Maybe I am wrong, but are we debating around a problem that can be fixed by
adding a simple package to the systemvm?


On Wed, May 22, 2013 at 1:01 PM, Chiradeep Vittal <
chiradeep.vit...@citrix.com> wrote:

> As the author of the original systemvm (and current contributor to the
> systemvm), I can confidently state that this issue has been there since
> 2.2.0.
> The issue is that the Debian 2.6.32 kernel is a PVOPS kernel. All PVOPs
> kernels require ntp to keep time sync.
> http://www.gossamer-threads.com/lists/xen/users/234750
>
> On 5/22/13 9:56 AM, "Marcus Sorensen" <shadow...@gmail.com> wrote:
>
> >If this were creating a new bug, for example "oh, your VPCs won't work
> >anymore for this release", or "here's a new UI, but it's really buggy
> >and barely functional" then I'd agree with this train of thought.
> >Instead, we are saying "we recently found out that since 2.2.x
> >cloudstack has had this behavior, and it will be fixed in 4.2"*.

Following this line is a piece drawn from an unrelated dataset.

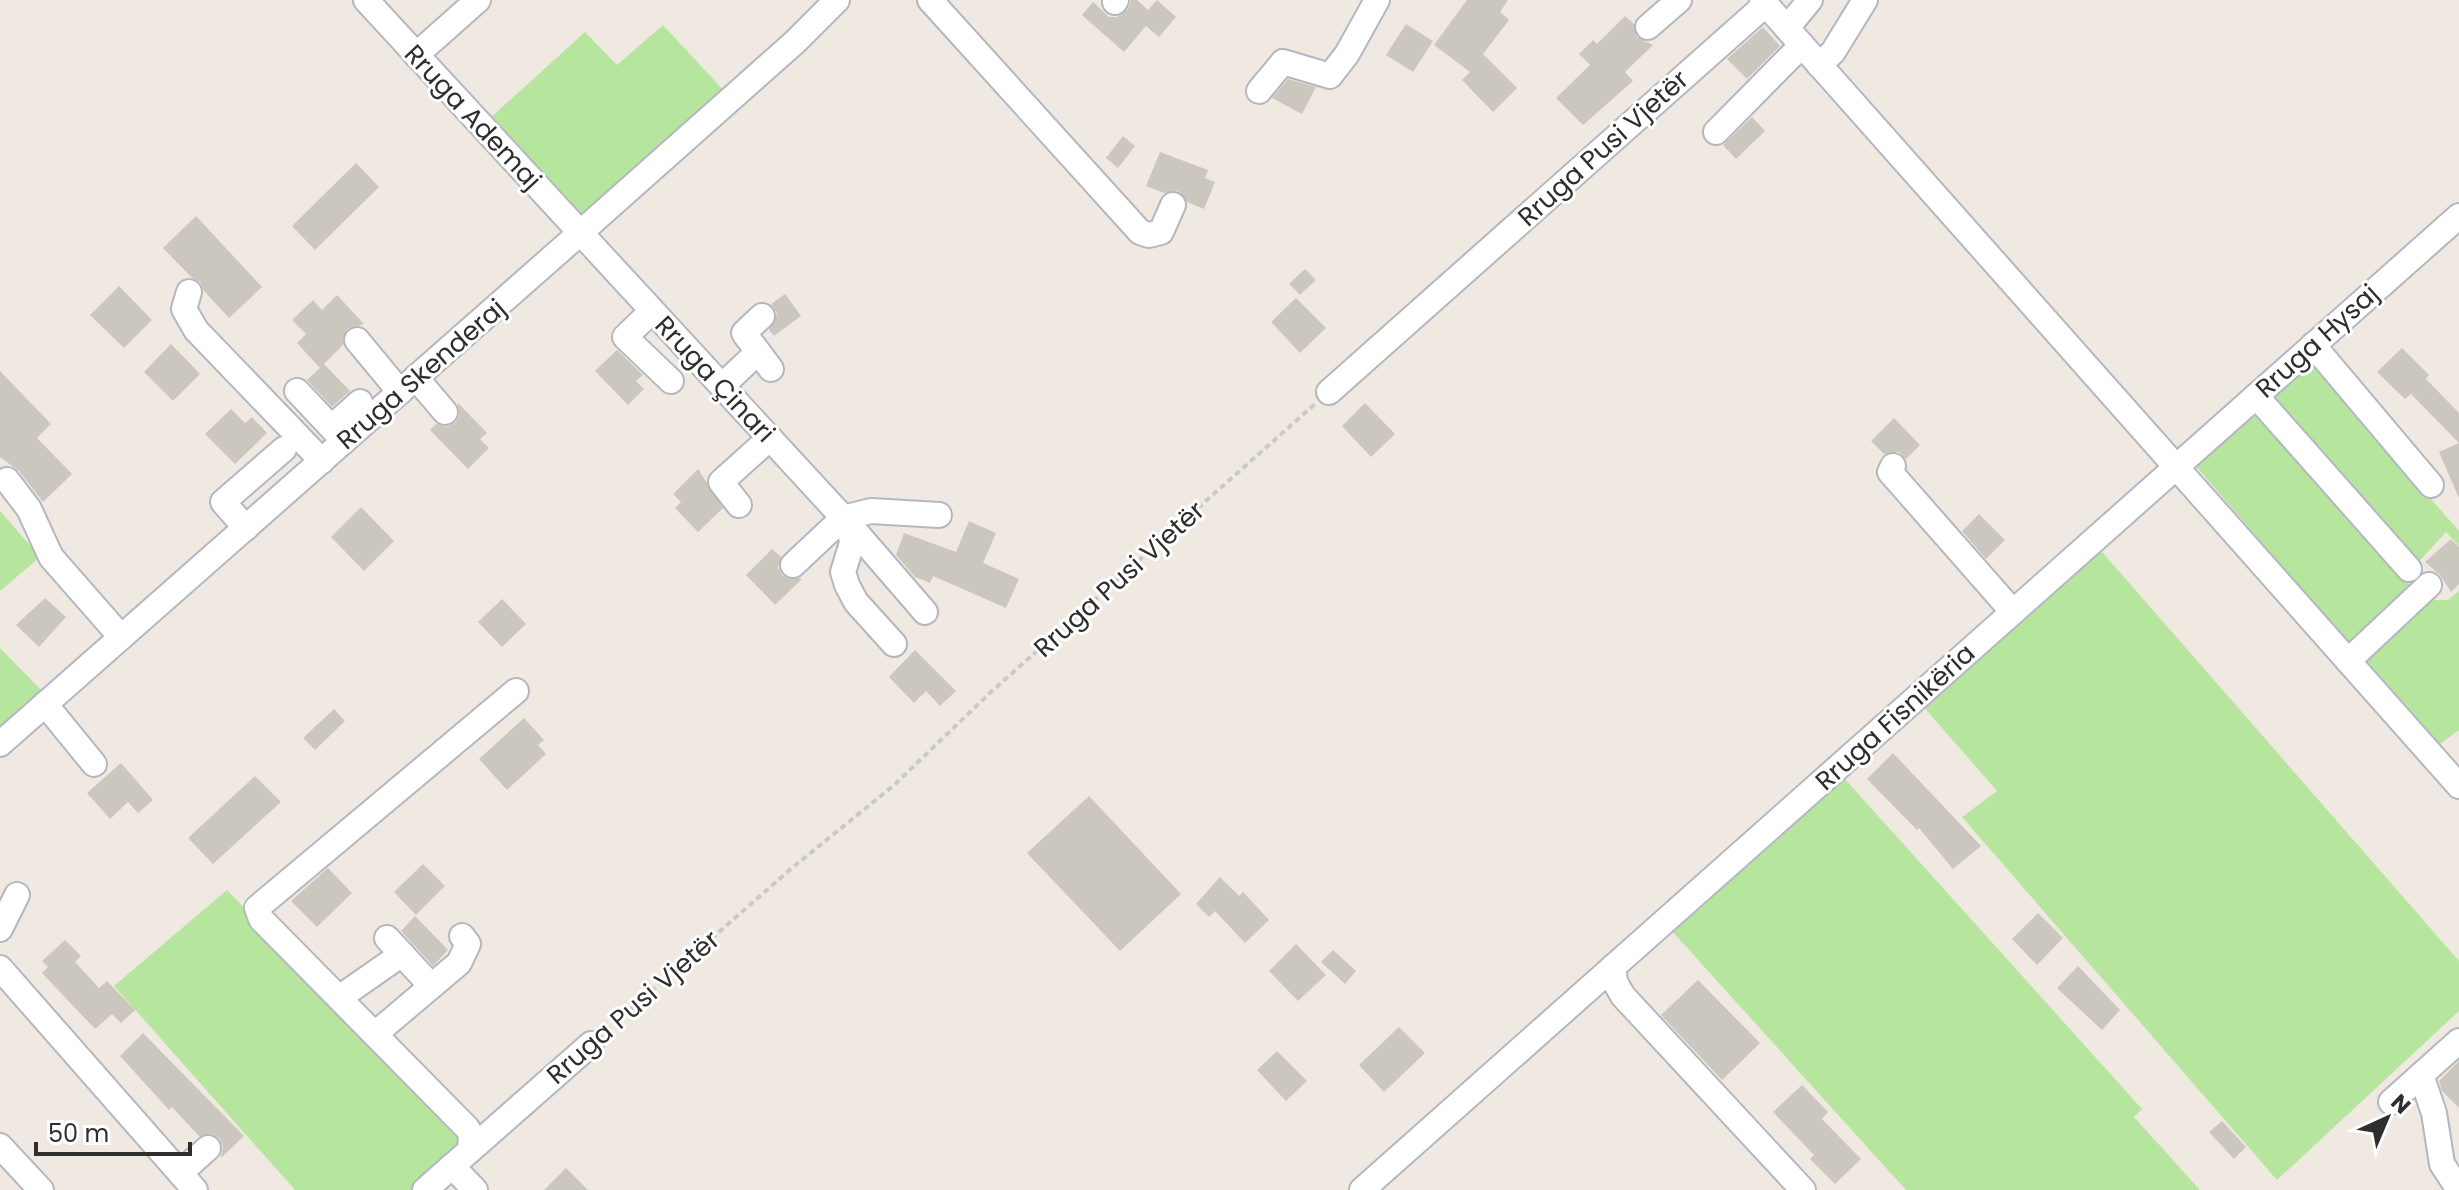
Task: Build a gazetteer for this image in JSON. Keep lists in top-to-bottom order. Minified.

> >That's a totally different thing. If 4.1 ends up being a poor quality
> >release that everyone remembers compared to others, it's not going to
> >be because we didn't address something that has been around for
> >several releases, that nobody has noticed.
> >
> >* Assuming we verify that it's not a regression, which I'm still very
> >interested in knowing
> >
> >On Wed, May 22, 2013 at 9:51 AM, John Burwell <jburw...@basho.com> wrote:
> >> Marcus,
> >>
> >> I would say that the only thing for an open source project worse than
> >>not releasing is releasing a poor quality release.  A late release with
> >>high quality is soon forgotten.  An on-time or late release with poor
> >>quality lingers in folks memory. The KDE project made the near fatal
> >>mistake of following the same logic when they release 4.0, and the
> >>reputation of KDE 4.x continues to suffer from it to this day.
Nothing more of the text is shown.